TS: That’s really interesting, I wasn’t aware of that. It would be interesting to see whether that does make a difference to the indoor environment and people’s behaviour. I also wonder whether it is important to consider office culture: it is acceptable in my office to stand during a meeting or talk (I guess obviously as we are all researchers in this area!), but I have been to places where that hasn’t felt appropriate.
SJ: What practical tips would you offer ordinary office workers who wish to reduce their sitting time in their working day?
TS: I guess every workplace is slightly different but a few things I have tried include: identifying tasks (like reading documents, taking phone calls) that can be done standing, putting a reminder on my computer to stand up every hour, standing at the back of a talk, going on a walking meeting... In my office, we have a standing desk that people can use. I don’t find I like to use it for every task or for very long periods, but it is very nice to have the option.
SJ: Your research has been well covered in the press, with most headlines focusing on the finding that middle aged office workers appear as sedentary as pensioners. Are there other findings from your research you think should be highlighted?
TS: I personally am really interested by the differences between men and women who are not in work: middle aged men were reporting over an hour more daily sitting time than women who were not in work. I will be interested to see whether some of these findings are also evident in the results of studies that measure sitting time with a device as that is considered a more accurate measure of total sitting time than the answers to questionnaires (as used in my research).
SJ: If you were a large employer with thousands of staff working from offices, how worried would you be about sedentary behaviour and why? What advice would you give these employers?

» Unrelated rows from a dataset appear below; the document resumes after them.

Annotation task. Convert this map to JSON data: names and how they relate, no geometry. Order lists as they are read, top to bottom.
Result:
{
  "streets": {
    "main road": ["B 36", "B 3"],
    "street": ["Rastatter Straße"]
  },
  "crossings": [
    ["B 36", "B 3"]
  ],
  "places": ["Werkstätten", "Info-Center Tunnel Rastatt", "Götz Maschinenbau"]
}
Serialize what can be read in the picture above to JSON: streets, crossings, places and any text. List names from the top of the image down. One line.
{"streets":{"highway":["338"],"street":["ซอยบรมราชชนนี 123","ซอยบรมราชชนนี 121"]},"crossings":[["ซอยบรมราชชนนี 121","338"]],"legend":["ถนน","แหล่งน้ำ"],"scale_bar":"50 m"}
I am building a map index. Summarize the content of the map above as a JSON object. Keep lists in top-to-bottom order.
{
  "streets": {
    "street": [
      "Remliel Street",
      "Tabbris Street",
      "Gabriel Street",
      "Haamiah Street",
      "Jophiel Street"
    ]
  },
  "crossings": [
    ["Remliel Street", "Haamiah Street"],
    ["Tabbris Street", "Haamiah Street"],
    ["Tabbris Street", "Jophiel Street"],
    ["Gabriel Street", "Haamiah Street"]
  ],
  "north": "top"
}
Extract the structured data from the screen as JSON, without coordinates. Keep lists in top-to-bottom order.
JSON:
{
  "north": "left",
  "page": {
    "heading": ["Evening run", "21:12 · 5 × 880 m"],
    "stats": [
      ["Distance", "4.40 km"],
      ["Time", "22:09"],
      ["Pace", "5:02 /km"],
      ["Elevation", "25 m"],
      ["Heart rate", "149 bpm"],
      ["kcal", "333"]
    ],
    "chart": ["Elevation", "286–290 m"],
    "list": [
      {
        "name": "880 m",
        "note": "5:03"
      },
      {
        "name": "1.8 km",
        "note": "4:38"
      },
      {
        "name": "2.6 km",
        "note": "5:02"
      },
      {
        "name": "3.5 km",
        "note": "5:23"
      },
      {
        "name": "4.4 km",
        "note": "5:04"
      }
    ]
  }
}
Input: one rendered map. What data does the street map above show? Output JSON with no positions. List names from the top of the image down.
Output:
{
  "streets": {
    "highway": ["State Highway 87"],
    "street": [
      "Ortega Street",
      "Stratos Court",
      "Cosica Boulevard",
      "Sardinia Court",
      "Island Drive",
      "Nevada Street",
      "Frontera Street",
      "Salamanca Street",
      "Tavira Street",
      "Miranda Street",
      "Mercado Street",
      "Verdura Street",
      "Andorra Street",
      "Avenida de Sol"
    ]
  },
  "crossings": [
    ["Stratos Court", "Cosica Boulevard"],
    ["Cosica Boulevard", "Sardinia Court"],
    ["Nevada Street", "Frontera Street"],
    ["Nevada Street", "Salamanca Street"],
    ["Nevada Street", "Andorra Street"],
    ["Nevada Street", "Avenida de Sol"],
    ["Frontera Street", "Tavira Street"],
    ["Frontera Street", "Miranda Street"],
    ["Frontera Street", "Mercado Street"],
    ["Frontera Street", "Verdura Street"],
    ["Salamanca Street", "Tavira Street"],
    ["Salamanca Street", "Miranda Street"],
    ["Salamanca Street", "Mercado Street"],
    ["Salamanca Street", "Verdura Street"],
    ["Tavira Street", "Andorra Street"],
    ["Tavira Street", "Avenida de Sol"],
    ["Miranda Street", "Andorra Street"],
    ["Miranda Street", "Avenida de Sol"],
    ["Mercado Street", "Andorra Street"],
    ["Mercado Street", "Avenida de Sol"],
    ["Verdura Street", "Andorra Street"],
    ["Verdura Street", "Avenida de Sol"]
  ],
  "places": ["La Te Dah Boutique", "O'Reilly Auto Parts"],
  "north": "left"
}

TS: The results from the whole field of research into sedentary behaviour suggest that it is something we should be concerned about: it seems there are considerable health risks associated with the average levels that people are reporting. I am concerned because I do think our culture and our environment encourages us to sit and be inactive. I think large employers have quite an opportunity to help their staff change their behaviour like through offering standing desks, or making it acceptable to stand in meetings.